══ Dataset extract

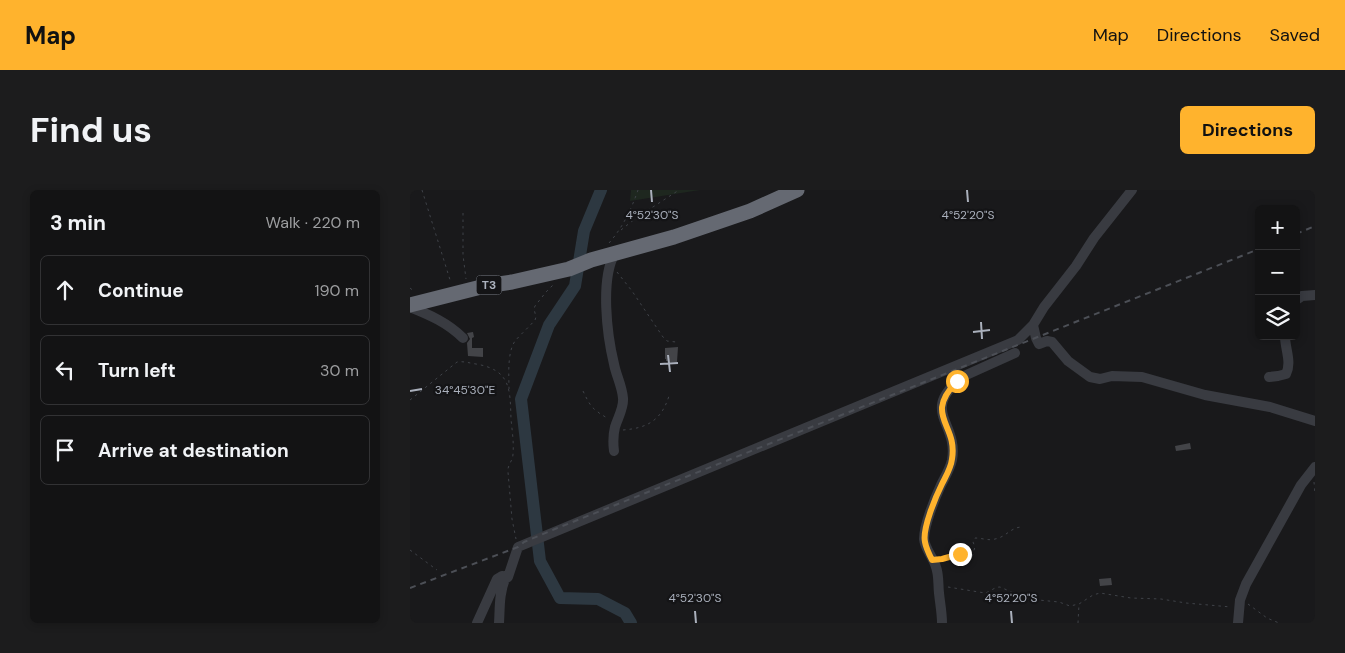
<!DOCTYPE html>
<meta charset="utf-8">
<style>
body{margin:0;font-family:"DM Sans",sans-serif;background:#1c1c1d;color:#f1f3f6}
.controls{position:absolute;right:15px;top:15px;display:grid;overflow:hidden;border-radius:8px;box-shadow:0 2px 8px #0003}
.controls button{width:45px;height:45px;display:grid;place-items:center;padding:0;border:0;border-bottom:1px solid #323234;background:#131314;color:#f1f3f6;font:25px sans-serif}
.stop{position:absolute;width:15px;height:15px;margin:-11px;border:4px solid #ffb32d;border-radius:50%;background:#fff}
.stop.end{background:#ffb32d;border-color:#fff;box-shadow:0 1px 5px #0008}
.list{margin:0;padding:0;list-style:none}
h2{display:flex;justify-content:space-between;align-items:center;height:65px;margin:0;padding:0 20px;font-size:21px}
h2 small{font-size:16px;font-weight:400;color:#9d9ea0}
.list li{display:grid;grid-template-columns:32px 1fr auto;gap:15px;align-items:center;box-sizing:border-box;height:70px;margin:0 10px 10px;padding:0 10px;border:1px solid #323234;border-radius:8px}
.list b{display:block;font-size:19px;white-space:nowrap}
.list em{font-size:16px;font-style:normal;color:#9d9ea0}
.icon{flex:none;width:28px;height:28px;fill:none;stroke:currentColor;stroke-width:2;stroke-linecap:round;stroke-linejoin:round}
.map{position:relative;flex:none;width:905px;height:433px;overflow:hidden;border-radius:8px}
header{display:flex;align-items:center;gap:30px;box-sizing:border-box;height:70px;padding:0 25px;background:#ffb32d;color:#111}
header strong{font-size:24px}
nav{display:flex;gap:28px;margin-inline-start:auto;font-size:18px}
.intro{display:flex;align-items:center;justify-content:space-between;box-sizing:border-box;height:120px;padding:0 30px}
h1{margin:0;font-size:35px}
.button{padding:12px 22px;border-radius:8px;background:#ffb32d;color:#111;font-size:18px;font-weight:700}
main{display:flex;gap:30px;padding:0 30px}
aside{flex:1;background:#131314;border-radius:8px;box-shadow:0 2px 8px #0003}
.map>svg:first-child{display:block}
</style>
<header>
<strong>Map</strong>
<nav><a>Map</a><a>Directions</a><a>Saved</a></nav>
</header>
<div class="intro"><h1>Find us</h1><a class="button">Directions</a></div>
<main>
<aside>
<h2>3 min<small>Walk · 220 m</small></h2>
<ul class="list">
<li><svg class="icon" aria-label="ahead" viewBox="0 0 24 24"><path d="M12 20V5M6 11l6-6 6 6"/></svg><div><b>Continue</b></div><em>190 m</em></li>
<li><svg class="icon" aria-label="left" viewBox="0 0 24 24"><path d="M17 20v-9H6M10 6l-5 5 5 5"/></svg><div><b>Turn left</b></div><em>30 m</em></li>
<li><svg class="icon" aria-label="arrive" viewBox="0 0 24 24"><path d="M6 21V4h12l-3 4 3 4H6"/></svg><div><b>Arrive at destination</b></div></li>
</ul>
</aside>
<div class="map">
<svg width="905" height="433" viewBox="0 0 905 433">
<rect width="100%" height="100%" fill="#19191b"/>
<!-- green -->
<path fill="#1e271f" d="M221,0h69l-70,11z"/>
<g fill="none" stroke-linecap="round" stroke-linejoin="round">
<!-- river -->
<path stroke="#2d3841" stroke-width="12" d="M191,0l-17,41 -9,55 -26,39 -28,74 19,162 20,37 38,1 27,14 6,10"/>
</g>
<!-- building -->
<path fill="#434448" d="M63,142l1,5 -2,1v10h11v9l-15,-1 -1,-13 3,-4 -3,-6z
M268,157l-1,15h-8v-1h-3v-2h-1v-11z
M780,253l1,6 -15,2 -1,-5z
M701,388l1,7 -12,1 -1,-7z"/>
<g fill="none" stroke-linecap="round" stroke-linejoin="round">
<!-- path -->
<path stroke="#3f4248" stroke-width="1" stroke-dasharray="2.5 4" stroke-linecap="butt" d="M12,0l29,93
M53,23v42l3,24
M211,40l15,-12 43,-28
M199,53c14,-16 22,-33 29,-53
M207,82l15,19 31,46 4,4 9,1
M0,98l5,4
M99,199c0,-14 -2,-36 6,-48 6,-7 14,-14 20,-21l1,-3 -2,-8 1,-3 11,-14 7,-7
M173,201c4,8 7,16 15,21 3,3 7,4 10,7
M0,210l47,-38c7,-1 12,1 19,2 35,6 34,25 35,55 1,11 3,23 2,35 0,7 -6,11 -5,18l4,47 4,20
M213,240c24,-2 38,-9 46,-34
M904,292l1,12
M0,360l27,20
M531,369l22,-5 9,3 3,-10 -2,-5 2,-4c7,0 14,3 20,1 11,-2 15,-11 26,-12
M538,397l37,6c5,-1 9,-6 15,-6l28,12 31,3 11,4 9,-2 14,-9 7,-2 31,5 30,1 25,4 45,4
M838,414l19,14 12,5
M668,433l1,-19"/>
<!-- minor -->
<path stroke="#393b41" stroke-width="10" d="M886,110l6,-4 13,-1
M0,117c20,8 38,16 53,31
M623,135l3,13 3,6 8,-3 5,1 16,19 22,16 10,2 12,-3 30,1 63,18 65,12 45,14
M859,187l9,-1 8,-2c6,-12 -1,-25 -1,-38
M204,261c-1,-8 -1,-16 1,-24 3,-10 9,-19 8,-29 -1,-12 -7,-23 -9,-34 -7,-29 -14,-85 1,-111
M67,433l20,-44 5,-3 5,1
M89,433c1,-16 0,-29 6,-44l3,-2 10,-30 500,-207 15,-15 11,-18 32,-41 18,-28 38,-48
M532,433c0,-10 -2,-20 -3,-30 -1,-9 0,-18 -3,-26 -3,-10 -11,-18 -12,-28 0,-14 11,-41 17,-54 4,-8 9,-16 11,-25 7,-38 -34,-49 12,-84l51,-23
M828,433l2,-23 6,-16 55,-99 14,-18"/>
<!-- highway -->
<path stroke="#656972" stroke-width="15" d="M0,115l75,-19 27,-4 57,-13 22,-9 83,-23 41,-14 35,-12 47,-21"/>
<!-- rail -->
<path stroke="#4c4f56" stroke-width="2" stroke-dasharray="6 5" stroke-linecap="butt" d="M886,44l19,-8
M0,398l108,-41 6,-5 31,-13 704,-280"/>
</g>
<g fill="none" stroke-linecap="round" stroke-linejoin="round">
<!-- route -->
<path stroke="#ffb32d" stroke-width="6" d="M547,191c-34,36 1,42 -5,78 -1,9 -6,17 -10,25 -6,12 -20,45 -17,58 1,6 4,12 7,18l10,-1 18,-5"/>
</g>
<!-- ticks -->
<path fill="none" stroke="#aab0bc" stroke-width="2" d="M241,0l1,12M557,0l1,12M571,132l1,17M563,142l17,-2M258,165l2,17M250,174l18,-1M0,201l12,-2M285,421l1,12M601,421l1,12"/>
<g text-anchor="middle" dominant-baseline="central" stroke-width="4.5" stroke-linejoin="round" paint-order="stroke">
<!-- shield labels -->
<rect fill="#141416" stroke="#7d818a" stroke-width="1" x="66.5" y="85.5" width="25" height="19" rx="4"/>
<g font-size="12" font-weight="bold" fill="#aab0bc">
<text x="79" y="95">T3</text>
</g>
</g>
<g font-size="12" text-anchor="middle" fill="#aab0bc" stroke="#141416" stroke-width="4.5" stroke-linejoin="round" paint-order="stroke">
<text x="242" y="29">4°52'30"S</text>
<text x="558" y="29">4°52'20"S</text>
<text x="55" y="204">34°45'30"E</text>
<text x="285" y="412">4°52'30"S</text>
<text x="601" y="412">4°52'20"S</text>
</g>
</svg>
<div class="controls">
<button>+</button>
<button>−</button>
<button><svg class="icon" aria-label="layers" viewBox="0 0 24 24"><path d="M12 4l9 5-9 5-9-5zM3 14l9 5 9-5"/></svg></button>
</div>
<div class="stop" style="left:547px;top:191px"></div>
<div class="stop end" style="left:550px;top:364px"></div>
</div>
</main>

════

Problem statement: Take the stretch of lines above from the one containing "-9,55 -26,39 -28,74" through the one containing "M0,360l27,20" and repeat it exactly, adding no other line.

Response to this exercise:
<path stroke="#2d3841" stroke-width="12" d="M191,0l-17,41 -9,55 -26,39 -28,74 19,162 20,37 38,1 27,14 6,10"/>
</g>
<!-- building -->
<path fill="#434448" d="M63,142l1,5 -2,1v10h11v9l-15,-1 -1,-13 3,-4 -3,-6z
M268,157l-1,15h-8v-1h-3v-2h-1v-11z
M780,253l1,6 -15,2 -1,-5z
M701,388l1,7 -12,1 -1,-7z"/>
<g fill="none" stroke-linecap="round" stroke-linejoin="round">
<!-- path -->
<path stroke="#3f4248" stroke-width="1" stroke-dasharray="2.5 4" stroke-linecap="butt" d="M12,0l29,93
M53,23v42l3,24
M211,40l15,-12 43,-28
M199,53c14,-16 22,-33 29,-53
M207,82l15,19 31,46 4,4 9,1
M0,98l5,4
M99,199c0,-14 -2,-36 6,-48 6,-7 14,-14 20,-21l1,-3 -2,-8 1,-3 11,-14 7,-7
M173,201c4,8 7,16 15,21 3,3 7,4 10,7
M0,210l47,-38c7,-1 12,1 19,2 35,6 34,25 35,55 1,11 3,23 2,35 0,7 -6,11 -5,18l4,47 4,20
M213,240c24,-2 38,-9 46,-34
M904,292l1,12
M0,360l27,20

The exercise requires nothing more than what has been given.